Vanessa. Her name was a bitter taste in my mouth, a reminder of the betrayal, the betrayal of Selena and the betrayal of myself. The thought of my own actions, of how easily I'd allowed my stress and loneliness to lead me to her bed, was a burning shame. I didn't want to remember. I didn't want to think about the way I'd let myself be used, let myself be a pawn in their game.

But it was Selena's pain that truly haunted me. It was her smile, so bright and genuine, that was now tinged with sadness. Her eyes, usually so warm and inviting, now carried a heavy burden. And it was all because of Vanessa and Eric. The knowledge that I had, in my own misguided way, contributed to that pain, was a suffocating weight I couldn't escape.

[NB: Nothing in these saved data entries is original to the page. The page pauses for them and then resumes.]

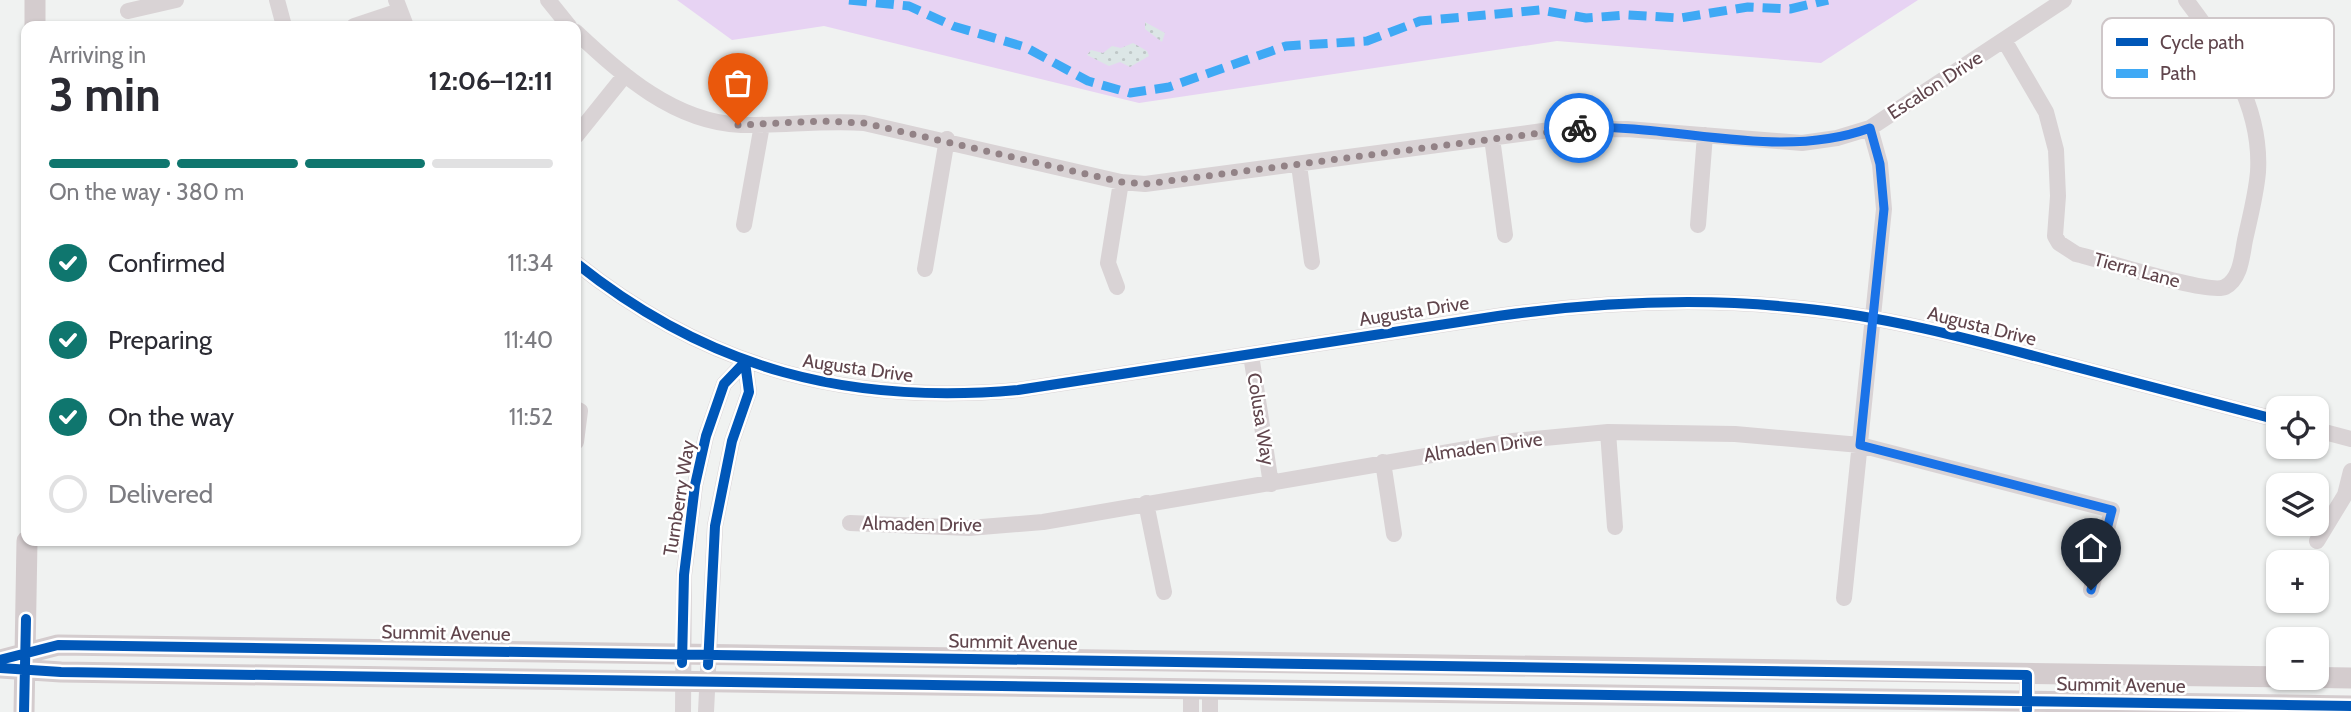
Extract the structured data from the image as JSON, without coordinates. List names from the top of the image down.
{
  "streets": {
    "main road": ["Summit Avenue"],
    "street": [
      "Escalon Drive",
      "Tierra Lane",
      "Augusta Drive",
      "Colusa Way",
      "Almaden Drive",
      "Turnberry Way"
    ]
  },
  "crossings": [
    ["Escalon Drive", "Tierra Lane"],
    ["Augusta Drive", "Colusa Way"],
    ["Augusta Drive", "Turnberry Way"],
    ["Colusa Way", "Almaden Drive"],
    ["Turnberry Way", "Summit Avenue"]
  ],
  "legend": ["Cycle path", "Path"],
  "page": {
    "heading": ["3 min", "Arriving in", "12:06–12:11"],
    "bar": "On the way · 380 m",
    "list": [
      ["Confirmed", "11:34"],
      ["Preparing", "11:40"],
      ["On the way", "11:52"],
      "Delivered"
    ],
    "map_buttons": ["+", "−"]
  }
}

I couldn't believe how quickly Selena had wormed her way into my life. A week ago, I was a lone wolf, content in my world of work and solitude. Now, I found myself craving her presence, yearning for the sound of her laughter, the warmth of her smile. I couldn't explain it. It was a strange, powerful pull that had me acting in ways I never thought I would.

I had never been a person who opened up their heart, who let anyone in. Yet, here I was, fiercely protective of Selena and her daughter Kelly. Kelly, with her chubby cheeks, her curious eyes, and her infectious giggle, had somehow managed to steal a piece of my heart. She was a reminder of the love and joy I had never allowed myself to experience.

And I wanted to be there for them, for Selena and Kelly, to be their safe haven, their pillar of strength. I wanted to shield them from the world's harshness, from the pain that had already touched their lives.

I wanted to love them, to love them with everything I had. The thought was terrifying, unsettling, and yet, it was the only thing that made sense in a world that had suddenly felt so cold and empty without their presence.